Home rule a possible ‘safety net’
Mead Mayor Colleen Whitlow wants to evaluate the possibility for the town again this year. About a year and a half ago, town leaders mulled the idea, but they ultimately took no action to progress the initiative.
“I want the Board of Trustees to look at the possibility of pursuing home rule for various reasons, including analyzing the benefits associated with self-collecting local sales taxes,” Whitlow said. “Home rule will allow Mead more freedom in handling local issues, including important land use and zoning decisions.”
But when board members last talked about whether to consider pursuing a vote on home rule, a factor supporting the governance model was that it could give more teeth to Mead’s permit use approval process for oil and gas development, according to former trustee Chris Cartwright.
The town in the past has struck agreements with oil and gas operators drilling within Mead on methods to mitigate the sound, odor and light pollution from extraction sites, but further codifying that process with home rule status lessens the chance operators would skirt it by pointing to rules stating the state’s oversight takes precedence, Cartwright said.
Home rule would have been “a safety net, to be able to say, ‘Yeah, we do have control over it,’ ” Cartwright said.
But the intent of converting to home rule would not have been preventing the placement of oil and gas equipment in town, Cartwright said.
Instead, he added, the town may want to invoke the additional land use power over oil and gas the bill would afford local governments in order to keep the drilling approval process in Mead less restrictive than it may become elsewhere due to the broad changes the legislation would make to the state’s oversight of the industry.

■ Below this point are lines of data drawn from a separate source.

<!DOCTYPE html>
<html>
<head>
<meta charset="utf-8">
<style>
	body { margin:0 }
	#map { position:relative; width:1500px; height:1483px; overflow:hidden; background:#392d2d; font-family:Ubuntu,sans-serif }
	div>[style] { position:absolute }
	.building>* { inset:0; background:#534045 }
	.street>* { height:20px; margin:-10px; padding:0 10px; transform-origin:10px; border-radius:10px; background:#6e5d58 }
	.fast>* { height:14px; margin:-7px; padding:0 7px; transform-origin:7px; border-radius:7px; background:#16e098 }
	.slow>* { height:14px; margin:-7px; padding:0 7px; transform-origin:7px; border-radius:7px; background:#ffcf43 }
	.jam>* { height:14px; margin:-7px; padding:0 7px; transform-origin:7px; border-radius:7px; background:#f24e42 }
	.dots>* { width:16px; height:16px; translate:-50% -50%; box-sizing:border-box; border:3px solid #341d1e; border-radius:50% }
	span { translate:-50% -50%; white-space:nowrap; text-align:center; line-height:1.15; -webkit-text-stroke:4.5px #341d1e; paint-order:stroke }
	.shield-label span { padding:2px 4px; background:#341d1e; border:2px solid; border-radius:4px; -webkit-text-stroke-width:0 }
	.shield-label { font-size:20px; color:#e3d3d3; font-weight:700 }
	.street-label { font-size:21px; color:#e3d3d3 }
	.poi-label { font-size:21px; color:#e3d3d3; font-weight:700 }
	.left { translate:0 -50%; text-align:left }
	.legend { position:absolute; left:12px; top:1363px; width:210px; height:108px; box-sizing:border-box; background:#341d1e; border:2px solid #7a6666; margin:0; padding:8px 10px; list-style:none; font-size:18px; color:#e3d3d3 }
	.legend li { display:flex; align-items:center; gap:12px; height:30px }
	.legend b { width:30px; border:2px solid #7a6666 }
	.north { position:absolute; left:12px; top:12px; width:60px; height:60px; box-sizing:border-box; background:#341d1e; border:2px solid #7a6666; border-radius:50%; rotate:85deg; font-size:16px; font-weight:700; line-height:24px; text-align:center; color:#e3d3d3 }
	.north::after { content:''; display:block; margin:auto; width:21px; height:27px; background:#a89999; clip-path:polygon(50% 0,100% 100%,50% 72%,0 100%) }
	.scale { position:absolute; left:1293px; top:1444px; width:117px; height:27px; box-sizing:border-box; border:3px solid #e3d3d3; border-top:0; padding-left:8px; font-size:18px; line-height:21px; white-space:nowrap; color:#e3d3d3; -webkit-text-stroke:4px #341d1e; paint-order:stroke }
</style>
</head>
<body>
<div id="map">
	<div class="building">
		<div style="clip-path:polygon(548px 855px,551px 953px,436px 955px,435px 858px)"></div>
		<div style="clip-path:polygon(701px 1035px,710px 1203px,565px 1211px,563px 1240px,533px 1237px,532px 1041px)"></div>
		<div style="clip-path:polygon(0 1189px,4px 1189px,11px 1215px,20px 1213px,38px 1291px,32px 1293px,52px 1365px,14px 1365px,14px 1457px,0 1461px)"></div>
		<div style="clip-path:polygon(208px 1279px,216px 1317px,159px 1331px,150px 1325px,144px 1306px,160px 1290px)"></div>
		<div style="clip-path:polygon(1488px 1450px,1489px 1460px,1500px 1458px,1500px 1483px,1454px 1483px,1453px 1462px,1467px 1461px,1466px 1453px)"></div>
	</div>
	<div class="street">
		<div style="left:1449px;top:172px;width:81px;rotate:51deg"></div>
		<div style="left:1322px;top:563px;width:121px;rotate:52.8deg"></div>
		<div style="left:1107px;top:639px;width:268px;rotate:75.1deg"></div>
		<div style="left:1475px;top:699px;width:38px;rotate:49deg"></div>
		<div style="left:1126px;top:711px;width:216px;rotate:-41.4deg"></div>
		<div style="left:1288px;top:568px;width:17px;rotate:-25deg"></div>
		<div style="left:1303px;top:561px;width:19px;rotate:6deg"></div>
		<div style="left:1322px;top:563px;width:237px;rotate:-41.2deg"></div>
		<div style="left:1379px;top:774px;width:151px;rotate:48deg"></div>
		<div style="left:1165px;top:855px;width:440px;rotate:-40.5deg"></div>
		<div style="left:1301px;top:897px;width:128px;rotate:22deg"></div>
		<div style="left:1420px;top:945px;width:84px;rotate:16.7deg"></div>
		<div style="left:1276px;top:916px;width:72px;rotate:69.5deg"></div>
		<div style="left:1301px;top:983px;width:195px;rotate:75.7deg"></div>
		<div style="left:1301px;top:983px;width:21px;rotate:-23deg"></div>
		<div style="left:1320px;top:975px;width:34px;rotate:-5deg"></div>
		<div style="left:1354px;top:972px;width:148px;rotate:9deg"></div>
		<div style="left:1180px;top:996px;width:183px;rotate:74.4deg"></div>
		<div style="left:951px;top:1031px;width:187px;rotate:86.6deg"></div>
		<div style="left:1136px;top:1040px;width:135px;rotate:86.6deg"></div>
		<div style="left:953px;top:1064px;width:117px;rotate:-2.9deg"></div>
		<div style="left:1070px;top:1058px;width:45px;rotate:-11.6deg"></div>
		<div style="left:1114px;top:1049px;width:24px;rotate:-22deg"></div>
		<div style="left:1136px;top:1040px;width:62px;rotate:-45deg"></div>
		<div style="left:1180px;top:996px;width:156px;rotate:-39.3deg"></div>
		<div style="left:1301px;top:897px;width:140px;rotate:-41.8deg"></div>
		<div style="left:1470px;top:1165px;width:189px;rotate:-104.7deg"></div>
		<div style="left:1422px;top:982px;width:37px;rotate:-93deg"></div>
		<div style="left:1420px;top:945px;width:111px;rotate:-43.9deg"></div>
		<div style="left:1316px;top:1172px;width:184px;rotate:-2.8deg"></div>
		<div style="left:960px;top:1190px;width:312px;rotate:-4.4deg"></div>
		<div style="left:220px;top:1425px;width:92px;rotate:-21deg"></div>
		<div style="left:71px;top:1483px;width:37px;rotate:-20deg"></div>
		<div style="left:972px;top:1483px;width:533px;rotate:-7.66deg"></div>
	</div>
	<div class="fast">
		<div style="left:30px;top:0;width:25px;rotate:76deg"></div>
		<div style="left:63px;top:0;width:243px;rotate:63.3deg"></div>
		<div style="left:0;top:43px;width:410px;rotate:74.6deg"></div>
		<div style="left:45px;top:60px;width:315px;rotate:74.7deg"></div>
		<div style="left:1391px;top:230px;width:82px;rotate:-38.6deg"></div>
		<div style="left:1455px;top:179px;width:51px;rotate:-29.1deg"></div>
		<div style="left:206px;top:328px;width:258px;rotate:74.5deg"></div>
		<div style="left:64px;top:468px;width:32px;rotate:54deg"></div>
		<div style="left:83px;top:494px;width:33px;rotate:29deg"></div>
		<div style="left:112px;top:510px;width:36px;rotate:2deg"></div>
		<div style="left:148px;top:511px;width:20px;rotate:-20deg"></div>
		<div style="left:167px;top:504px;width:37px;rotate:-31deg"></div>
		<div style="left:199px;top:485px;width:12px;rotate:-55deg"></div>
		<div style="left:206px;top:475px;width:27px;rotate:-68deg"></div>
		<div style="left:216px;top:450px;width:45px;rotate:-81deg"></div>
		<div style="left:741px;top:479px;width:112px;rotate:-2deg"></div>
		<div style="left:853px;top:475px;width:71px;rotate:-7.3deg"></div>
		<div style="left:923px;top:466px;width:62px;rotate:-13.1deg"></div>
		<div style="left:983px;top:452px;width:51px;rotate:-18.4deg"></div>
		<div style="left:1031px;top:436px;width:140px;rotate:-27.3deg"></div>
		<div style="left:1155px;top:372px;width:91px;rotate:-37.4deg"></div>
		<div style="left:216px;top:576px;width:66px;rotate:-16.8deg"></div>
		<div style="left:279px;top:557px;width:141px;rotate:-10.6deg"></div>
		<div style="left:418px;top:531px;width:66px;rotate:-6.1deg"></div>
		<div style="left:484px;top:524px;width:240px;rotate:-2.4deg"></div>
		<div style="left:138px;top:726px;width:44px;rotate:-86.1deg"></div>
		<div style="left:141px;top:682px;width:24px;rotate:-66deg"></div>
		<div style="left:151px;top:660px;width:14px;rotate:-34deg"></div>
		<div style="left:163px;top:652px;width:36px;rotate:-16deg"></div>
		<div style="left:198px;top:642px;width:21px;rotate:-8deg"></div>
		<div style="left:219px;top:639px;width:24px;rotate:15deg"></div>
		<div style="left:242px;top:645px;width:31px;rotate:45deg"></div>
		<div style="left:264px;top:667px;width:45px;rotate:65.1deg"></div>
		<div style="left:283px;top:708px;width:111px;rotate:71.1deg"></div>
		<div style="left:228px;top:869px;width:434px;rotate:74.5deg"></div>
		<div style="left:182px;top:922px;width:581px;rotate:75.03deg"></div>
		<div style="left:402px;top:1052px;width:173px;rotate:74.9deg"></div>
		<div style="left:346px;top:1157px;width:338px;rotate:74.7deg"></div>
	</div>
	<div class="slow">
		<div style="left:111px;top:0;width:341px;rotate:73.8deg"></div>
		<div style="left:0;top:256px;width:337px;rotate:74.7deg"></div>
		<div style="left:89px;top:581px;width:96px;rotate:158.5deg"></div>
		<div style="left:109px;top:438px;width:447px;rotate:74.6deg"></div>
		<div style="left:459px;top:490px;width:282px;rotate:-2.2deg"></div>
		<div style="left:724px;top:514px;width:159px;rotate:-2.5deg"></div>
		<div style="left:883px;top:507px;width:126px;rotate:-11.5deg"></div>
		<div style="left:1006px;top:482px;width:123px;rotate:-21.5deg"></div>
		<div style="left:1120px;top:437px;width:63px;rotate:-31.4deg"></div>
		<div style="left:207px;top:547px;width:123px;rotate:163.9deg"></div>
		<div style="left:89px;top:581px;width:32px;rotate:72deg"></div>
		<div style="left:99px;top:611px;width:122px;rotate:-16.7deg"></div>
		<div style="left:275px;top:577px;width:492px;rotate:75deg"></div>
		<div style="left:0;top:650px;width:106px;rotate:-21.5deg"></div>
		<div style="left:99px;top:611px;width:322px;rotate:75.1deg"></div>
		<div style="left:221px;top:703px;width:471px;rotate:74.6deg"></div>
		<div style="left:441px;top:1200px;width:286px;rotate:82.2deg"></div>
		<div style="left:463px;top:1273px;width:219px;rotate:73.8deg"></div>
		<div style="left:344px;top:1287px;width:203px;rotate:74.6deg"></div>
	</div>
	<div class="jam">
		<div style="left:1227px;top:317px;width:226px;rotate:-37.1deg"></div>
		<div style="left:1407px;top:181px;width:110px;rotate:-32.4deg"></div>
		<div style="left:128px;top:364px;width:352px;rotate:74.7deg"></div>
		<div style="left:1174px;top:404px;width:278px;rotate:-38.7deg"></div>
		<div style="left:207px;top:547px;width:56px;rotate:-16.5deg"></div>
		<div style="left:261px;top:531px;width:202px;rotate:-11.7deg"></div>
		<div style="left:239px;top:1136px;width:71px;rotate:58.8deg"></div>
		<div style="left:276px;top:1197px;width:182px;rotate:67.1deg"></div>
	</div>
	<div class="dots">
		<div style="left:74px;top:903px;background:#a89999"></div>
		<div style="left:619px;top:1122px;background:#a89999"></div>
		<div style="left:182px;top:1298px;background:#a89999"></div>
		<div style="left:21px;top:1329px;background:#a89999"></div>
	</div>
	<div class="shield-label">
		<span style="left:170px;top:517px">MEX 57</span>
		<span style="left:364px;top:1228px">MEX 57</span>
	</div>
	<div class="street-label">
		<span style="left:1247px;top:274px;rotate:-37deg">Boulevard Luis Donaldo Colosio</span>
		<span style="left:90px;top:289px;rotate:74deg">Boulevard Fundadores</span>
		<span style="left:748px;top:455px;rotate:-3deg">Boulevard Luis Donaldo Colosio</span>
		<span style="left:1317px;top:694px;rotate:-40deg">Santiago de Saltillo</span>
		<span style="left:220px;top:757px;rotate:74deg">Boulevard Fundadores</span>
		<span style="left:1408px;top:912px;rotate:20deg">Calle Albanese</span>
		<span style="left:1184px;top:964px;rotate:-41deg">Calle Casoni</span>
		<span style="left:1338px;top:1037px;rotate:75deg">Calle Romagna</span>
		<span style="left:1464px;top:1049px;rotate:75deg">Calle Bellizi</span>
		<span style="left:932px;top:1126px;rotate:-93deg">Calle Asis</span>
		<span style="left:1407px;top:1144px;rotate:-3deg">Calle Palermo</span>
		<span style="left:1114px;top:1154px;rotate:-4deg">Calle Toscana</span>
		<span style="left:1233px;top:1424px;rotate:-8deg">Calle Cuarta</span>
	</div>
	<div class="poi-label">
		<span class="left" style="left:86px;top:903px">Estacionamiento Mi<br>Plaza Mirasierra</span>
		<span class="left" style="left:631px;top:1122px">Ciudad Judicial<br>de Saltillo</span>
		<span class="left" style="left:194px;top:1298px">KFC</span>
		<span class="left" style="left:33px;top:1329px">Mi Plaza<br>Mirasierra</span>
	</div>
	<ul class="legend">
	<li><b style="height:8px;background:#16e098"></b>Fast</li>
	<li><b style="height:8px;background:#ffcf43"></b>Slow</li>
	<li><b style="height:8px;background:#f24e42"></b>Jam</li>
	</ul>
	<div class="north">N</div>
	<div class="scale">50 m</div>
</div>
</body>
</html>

Mead, which is in Weld County, has traditionally been more welcoming than Boulder County municipalities toward extraction proposals.
If the Colorado Oil and Gas Conservation Commission’s mission changes from “fostering” the industry to “regulating” it under the bill, Cartwright wonders if drilling in statutory towns might be more subject than home rule towns to a more burdensome regulatory climate.
“If the oil and gas commission in Denver goes into a regulatory type of environment as opposed to an encouraging type of environment, the town will lose the ability to have a decision of its own (if it remains statutory),” Cartwright said. “We won’t be able to say, ‘Yeah, it’s OK for you to drill there.’”
Unclear impact on power over drilling
But Colorado Municipal League Deputy Director Kevin Bommer believes the proposed oil and gas reform bill would apply no differently to statutory towns than home rule towns, though he acknowledged courts have ruled home rule municipalities have more authority in general over land use and zoning matters than statutory municipalities. He also noted both models provide very narrow control over oil and gas proposals.
Whether that generally greater power over land use and zoning gives more legal credence to home rule jurisdictions than statutory ones to regulate oil and gas is unclear, although Superior town leaders in December mentioned pursuing home rule status under the assumption that it would.
Superior spokesman Martin Toth said no further direction on exploring home rule has been given by the town’s elected leaders since it was first brought up, adding it would be discussed once officials have a clearer understanding of the proposed reform bill’s language.
But no local government — home rule nor statutory — could create drilling guidelines that are intentionally less restrictive than the state’s under the newly proposed law, according to a spokesperson for state House Speaker KC Becker, D-Boulder, the bill’s sponsor in the lower chamber. The bill contains a clause that states whenever a conflict arises between state and local regulations, the set that gives a wider breadth of protection to public health, safety, welfare, the environment and wildlife is the one that is followed.
To convert to home rule, Mead trustees would have to put a ballot question before voters for an initial approval of pursuing the model and then have another ballot item by which voters would elect members of a charter commission.
That commission would then work to draft the town’s charter, and a version of it would have to be approved again by voters before going into effect. If it is struck down at the ballot box initially, the commission would reconvene to try and work out the kinks to present a more palatable charter to voters.